Saved entries:
►

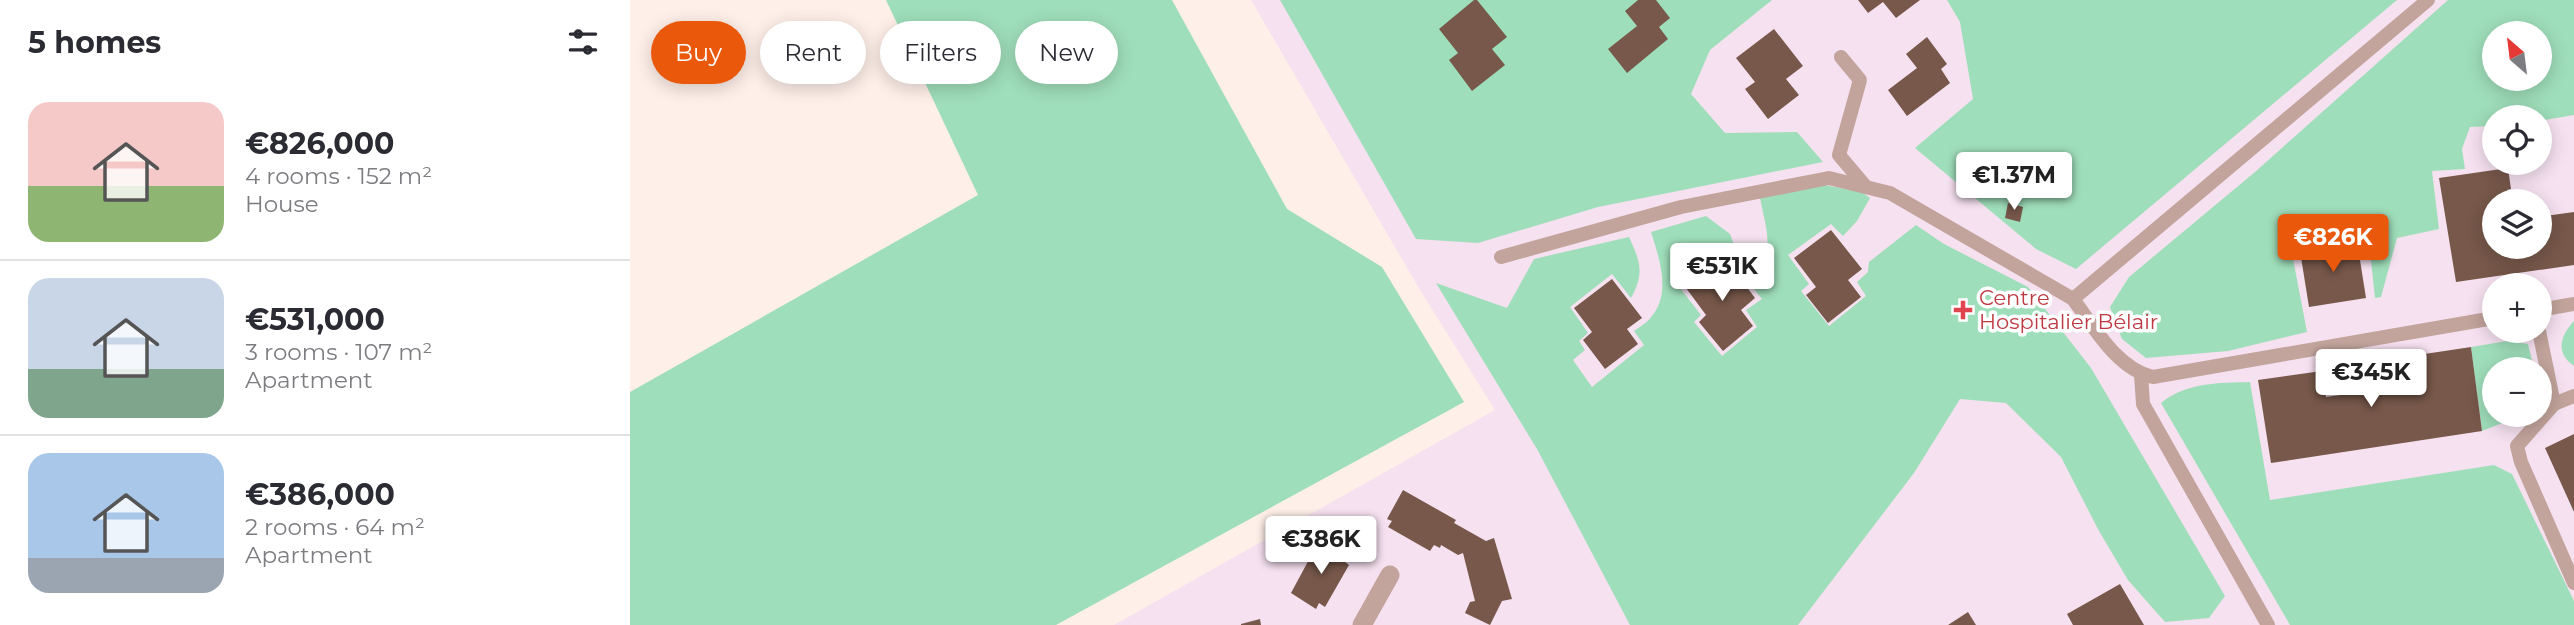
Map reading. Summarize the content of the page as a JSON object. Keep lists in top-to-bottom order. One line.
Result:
{"places":{"health":["Centre Hospitalier Bélair"]},"north":"top left","page":{"heading":"5 homes","map_buttons":["+","−"],"chip":["Buy","Rent","Filters","New"],"list":[{"name":"€826,000","note":"4 rooms · 152 m² · House"},{"name":"€531,000","note":"3 rooms · 107 m² · Apartment"},{"name":"€386,000","note":"2 rooms · 64 m² · Apartment"}],"price":["€1.37M","€826K","€531K","€345K","€386K"]}}
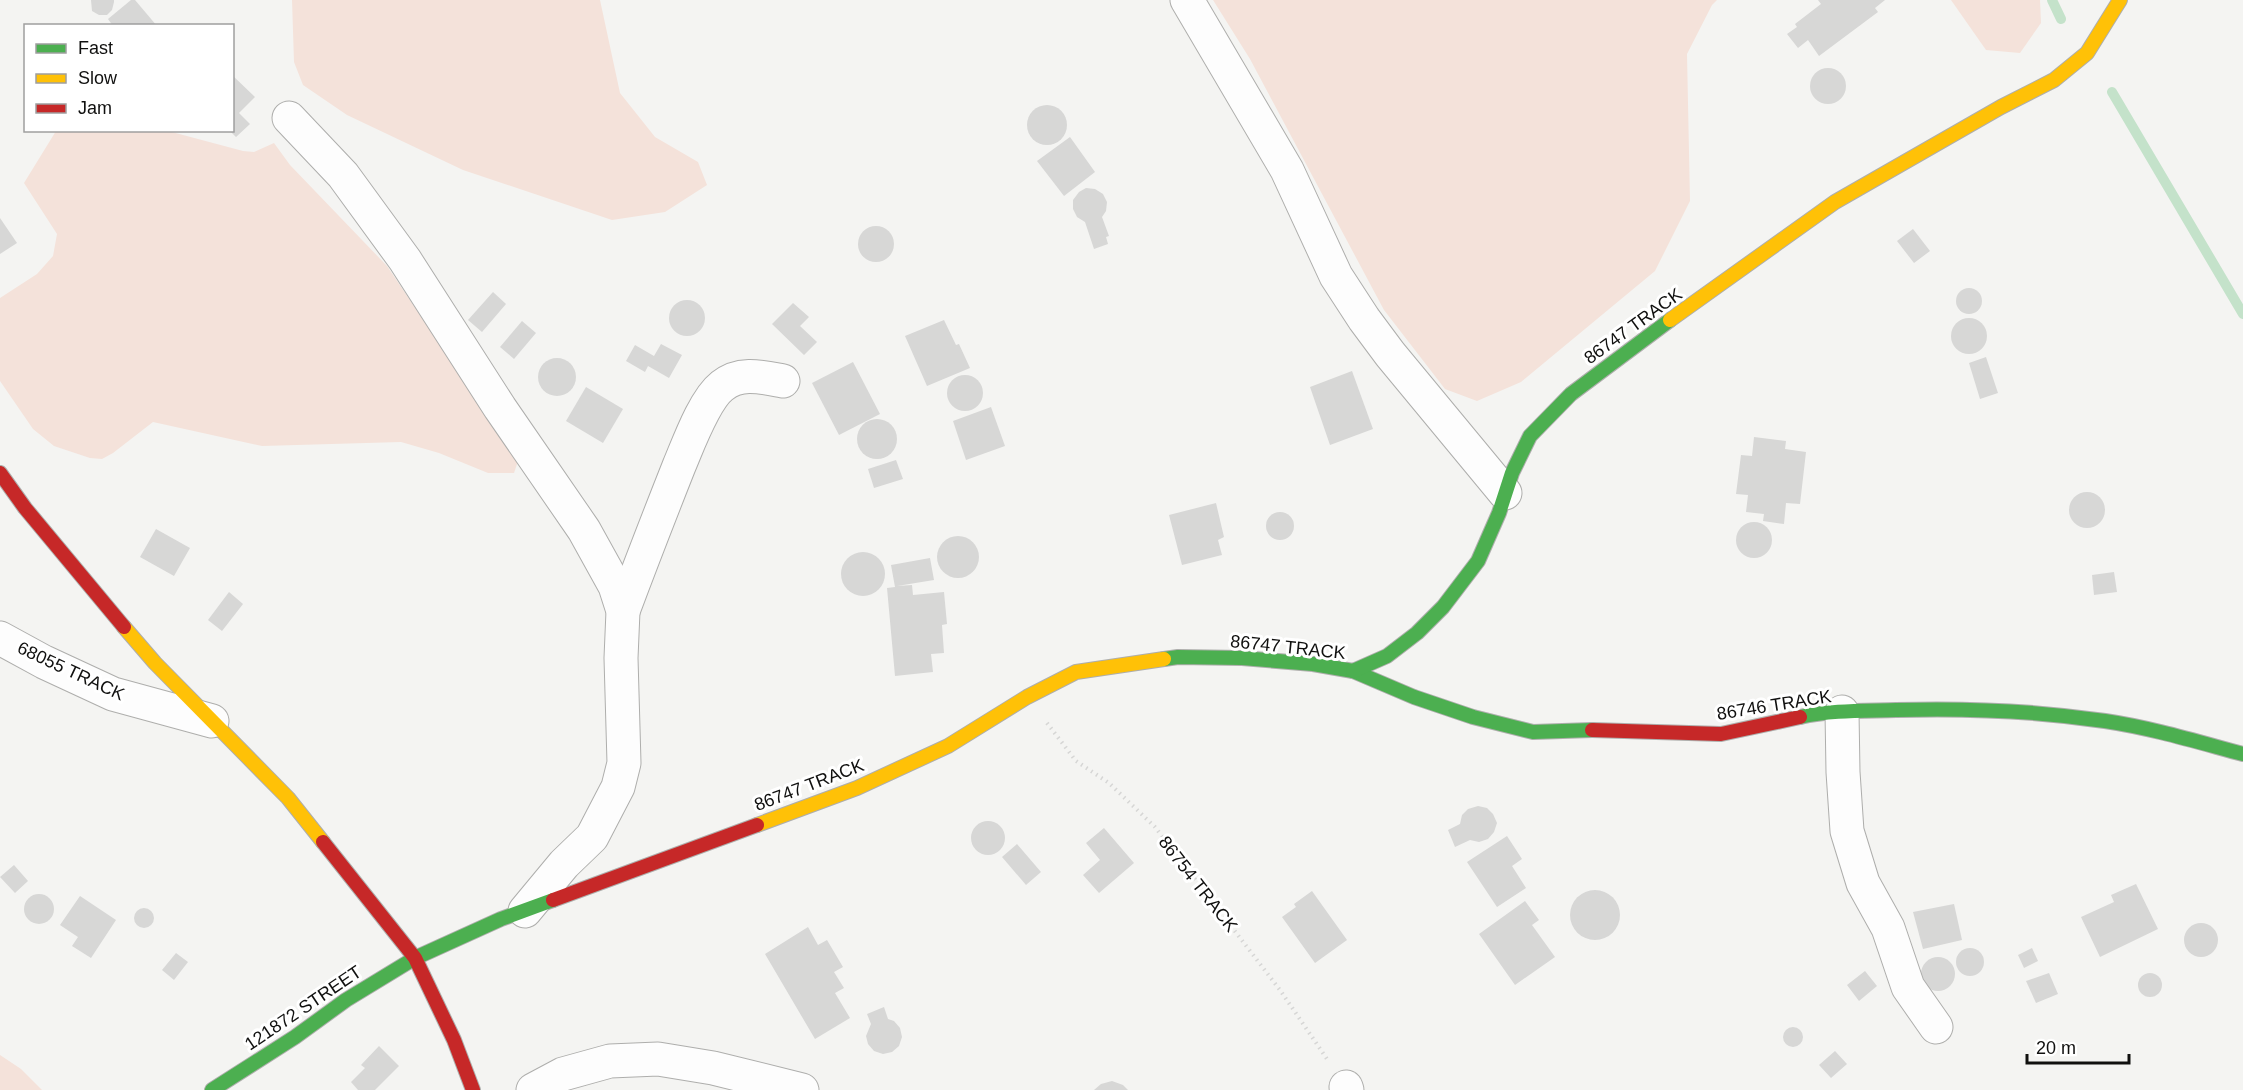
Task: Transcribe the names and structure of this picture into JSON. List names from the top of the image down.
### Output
{
  "streets": {
    "street": [
      "86747 TRACK",
      "68055 TRACK",
      "86746 TRACK",
      "121872 STREET"
    ],
    "path": ["86754 TRACK"]
  },
  "crossings": [
    ["86747 TRACK", "86746 TRACK"],
    ["86747 TRACK", "86754 TRACK"],
    ["86747 TRACK", "121872 STREET"]
  ],
  "legend": ["Fast", "Slow", "Jam"],
  "scale_bar": "20 m"
}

◄

Brief >> Your answer must be an exact copy of every entry, with no pictures in it.

Answer for this exercise >>
Map reading. Summarize the content of the page as a JSON object. Keep lists in top-to-bottom order. One line.
Result:
{"places":{"health":["Centre Hospitalier Bélair"]},"north":"top left","page":{"heading":"5 homes","map_buttons":["+","−"],"chip":["Buy","Rent","Filters","New"],"list":[{"name":"€826,000","note":"4 rooms · 152 m² · House"},{"name":"€531,000","note":"3 rooms · 107 m² · Apartment"},{"name":"€386,000","note":"2 rooms · 64 m² · Apartment"}],"price":["€1.37M","€826K","€531K","€345K","€386K"]}}
Task: Transcribe the names and structure of this picture into JSON. List names from the top of the image down.
### Output
{
  "streets": {
    "street": [
      "86747 TRACK",
      "68055 TRACK",
      "86746 TRACK",
      "121872 STREET"
    ],
    "path": ["86754 TRACK"]
  },
  "crossings": [
    ["86747 TRACK", "86746 TRACK"],
    ["86747 TRACK", "86754 TRACK"],
    ["86747 TRACK", "121872 STREET"]
  ],
  "legend": ["Fast", "Slow", "Jam"],
  "scale_bar": "20 m"
}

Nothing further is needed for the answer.